Mettaton: "Pick-a-Partner?" What kind of a name is that?
Cupid: Well, we recently decided to merge all our match finding services into one business to do away with any and all possible discrimination. Now, patrons get to pick their own partner from a filtered dating pool based on interests, gender and sexual preferences. I've taken a look at the recent changes to your file and have done the hard part for you. You say you want forever with someone but, you also have a history of toxic relationships, cheating, substance use, substance abuse, drama, and lying to your partners. I say partners because you tend to come back for two or three more after picking out one already. I may get a little carried away myself but, as the god of love, I must advise you to make better choices.

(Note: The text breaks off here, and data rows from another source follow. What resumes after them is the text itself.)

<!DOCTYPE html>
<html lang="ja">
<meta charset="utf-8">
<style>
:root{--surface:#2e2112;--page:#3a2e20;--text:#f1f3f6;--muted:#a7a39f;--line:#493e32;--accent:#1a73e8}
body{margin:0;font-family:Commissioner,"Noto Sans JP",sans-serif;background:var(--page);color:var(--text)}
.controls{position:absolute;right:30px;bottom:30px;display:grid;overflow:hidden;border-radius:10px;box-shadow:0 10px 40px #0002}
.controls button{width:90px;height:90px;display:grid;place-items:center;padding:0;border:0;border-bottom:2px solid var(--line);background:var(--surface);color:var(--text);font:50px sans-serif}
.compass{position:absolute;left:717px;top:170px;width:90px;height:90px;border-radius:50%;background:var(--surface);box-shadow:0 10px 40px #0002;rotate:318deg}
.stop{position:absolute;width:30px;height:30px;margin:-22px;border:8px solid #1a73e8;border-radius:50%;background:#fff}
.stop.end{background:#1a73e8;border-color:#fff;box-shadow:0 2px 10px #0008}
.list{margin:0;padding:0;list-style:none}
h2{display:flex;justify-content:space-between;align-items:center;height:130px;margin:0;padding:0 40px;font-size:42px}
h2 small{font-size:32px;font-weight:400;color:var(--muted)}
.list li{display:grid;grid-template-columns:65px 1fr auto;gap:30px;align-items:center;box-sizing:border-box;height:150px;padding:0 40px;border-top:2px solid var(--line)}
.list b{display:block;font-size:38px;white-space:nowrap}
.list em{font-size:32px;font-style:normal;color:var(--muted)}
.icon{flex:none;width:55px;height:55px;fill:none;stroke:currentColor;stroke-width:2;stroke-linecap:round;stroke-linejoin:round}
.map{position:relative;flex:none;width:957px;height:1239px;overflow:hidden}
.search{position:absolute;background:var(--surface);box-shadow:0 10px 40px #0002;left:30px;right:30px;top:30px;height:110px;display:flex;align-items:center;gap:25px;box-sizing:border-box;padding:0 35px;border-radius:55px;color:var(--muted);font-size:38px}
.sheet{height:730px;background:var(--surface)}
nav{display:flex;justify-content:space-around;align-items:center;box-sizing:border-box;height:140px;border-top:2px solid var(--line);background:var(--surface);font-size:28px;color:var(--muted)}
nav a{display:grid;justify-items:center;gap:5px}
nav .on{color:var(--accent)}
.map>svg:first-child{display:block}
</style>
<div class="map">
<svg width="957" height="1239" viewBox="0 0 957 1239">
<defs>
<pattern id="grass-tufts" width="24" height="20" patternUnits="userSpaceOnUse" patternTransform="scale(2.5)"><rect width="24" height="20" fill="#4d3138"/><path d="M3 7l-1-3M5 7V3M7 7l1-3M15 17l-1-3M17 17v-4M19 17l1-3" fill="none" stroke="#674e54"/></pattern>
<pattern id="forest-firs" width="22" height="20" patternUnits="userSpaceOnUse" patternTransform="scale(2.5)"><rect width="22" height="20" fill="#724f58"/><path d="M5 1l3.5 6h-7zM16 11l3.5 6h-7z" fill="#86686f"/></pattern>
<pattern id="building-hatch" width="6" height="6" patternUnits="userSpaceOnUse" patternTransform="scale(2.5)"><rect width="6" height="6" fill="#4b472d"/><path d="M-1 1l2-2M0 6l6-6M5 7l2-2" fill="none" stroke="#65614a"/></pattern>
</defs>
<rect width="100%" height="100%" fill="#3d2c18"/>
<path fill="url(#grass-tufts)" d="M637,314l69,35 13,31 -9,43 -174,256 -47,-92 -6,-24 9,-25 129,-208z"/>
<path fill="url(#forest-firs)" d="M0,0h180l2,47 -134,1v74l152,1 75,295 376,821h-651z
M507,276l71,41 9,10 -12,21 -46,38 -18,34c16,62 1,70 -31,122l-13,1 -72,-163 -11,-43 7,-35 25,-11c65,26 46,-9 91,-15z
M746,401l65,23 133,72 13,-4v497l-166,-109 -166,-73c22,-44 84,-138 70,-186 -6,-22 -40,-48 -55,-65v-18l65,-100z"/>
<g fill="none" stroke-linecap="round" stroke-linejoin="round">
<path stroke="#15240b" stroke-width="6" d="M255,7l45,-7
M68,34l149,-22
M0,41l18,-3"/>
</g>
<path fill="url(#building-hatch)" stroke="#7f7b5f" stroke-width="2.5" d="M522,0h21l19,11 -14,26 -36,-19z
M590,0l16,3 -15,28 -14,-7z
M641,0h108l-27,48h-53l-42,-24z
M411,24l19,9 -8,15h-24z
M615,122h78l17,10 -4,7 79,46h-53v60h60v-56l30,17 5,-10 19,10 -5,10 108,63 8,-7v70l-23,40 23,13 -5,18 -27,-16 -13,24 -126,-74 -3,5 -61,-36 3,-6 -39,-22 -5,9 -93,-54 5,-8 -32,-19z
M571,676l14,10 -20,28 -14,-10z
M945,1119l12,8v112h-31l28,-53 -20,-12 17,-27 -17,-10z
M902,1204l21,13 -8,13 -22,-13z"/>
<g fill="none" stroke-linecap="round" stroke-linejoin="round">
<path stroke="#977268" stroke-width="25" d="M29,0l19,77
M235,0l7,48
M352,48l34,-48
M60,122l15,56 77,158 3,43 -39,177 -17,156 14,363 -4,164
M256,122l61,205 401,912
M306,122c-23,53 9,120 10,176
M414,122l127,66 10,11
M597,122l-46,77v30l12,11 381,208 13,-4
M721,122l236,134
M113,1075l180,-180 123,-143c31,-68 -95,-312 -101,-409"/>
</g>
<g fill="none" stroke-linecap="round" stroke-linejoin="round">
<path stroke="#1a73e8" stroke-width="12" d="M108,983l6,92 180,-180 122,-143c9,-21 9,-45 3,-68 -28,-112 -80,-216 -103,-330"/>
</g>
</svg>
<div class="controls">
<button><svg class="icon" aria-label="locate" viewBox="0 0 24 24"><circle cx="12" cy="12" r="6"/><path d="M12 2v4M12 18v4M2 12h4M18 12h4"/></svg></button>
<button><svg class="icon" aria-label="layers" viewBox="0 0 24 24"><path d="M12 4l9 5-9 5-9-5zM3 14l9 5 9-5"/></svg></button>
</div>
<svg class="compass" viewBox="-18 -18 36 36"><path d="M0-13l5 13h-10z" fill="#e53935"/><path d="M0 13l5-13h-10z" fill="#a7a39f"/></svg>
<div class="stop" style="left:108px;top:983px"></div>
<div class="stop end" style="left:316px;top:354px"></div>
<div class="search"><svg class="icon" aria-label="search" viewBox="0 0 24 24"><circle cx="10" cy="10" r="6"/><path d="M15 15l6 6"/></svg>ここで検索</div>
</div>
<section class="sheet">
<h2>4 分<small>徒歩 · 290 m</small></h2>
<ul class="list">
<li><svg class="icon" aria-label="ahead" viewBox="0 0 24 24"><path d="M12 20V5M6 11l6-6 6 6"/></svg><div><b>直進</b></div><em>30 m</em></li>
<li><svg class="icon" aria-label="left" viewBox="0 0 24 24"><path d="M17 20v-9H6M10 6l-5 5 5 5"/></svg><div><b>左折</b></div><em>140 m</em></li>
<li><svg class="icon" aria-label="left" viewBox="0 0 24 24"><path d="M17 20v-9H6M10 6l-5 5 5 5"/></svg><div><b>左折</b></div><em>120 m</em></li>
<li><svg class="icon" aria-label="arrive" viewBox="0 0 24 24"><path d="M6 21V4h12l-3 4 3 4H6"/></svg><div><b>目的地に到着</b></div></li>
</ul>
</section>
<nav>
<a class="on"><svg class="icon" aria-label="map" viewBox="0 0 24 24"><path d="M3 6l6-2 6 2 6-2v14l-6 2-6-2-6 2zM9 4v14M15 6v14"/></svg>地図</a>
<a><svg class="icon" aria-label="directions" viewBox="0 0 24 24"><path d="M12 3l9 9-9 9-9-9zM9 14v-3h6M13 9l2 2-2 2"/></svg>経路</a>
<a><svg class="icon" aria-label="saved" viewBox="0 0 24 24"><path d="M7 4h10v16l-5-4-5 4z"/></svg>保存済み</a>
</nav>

Mettaton: Really? These are my options now?
Cupid: I will only service you this one last time because your prayers sounded a little desperate. If you get involved with another one while still being in a relationship, you will be banned from Pick-a-Partner and will no longer have access to our services.
Mettaton: How about the introverted one? The rainbow hair with the horn and wings?
Cupid: Last I checked, she doesn't use our services. I honestly don't know why she's here. Let me look at her file. Okay, that is indeed an introvert. She's a May Taurus, very stubborn. She also has a lot of emotional baggage and trauma. Huge nerd, artist, gamer, guitarist, is an alt girl with country roots but, close friends and family know she does have a soft side.
Mettaton: Do you still do trial runs?
Cupid: We do, but you have run out of trial runs. I will give one last chance for you to see if you think she's the one.
Mettaton: Deal.
*5-10 years later*
Mettaton: Please tell me we aren't going to toilet paper your father's lair again.
Uniqua: We are gonna do that and more. Much, much more.
Mettaton: This is a nightmare!
Uniqua: Nah, it's just another Tuesday.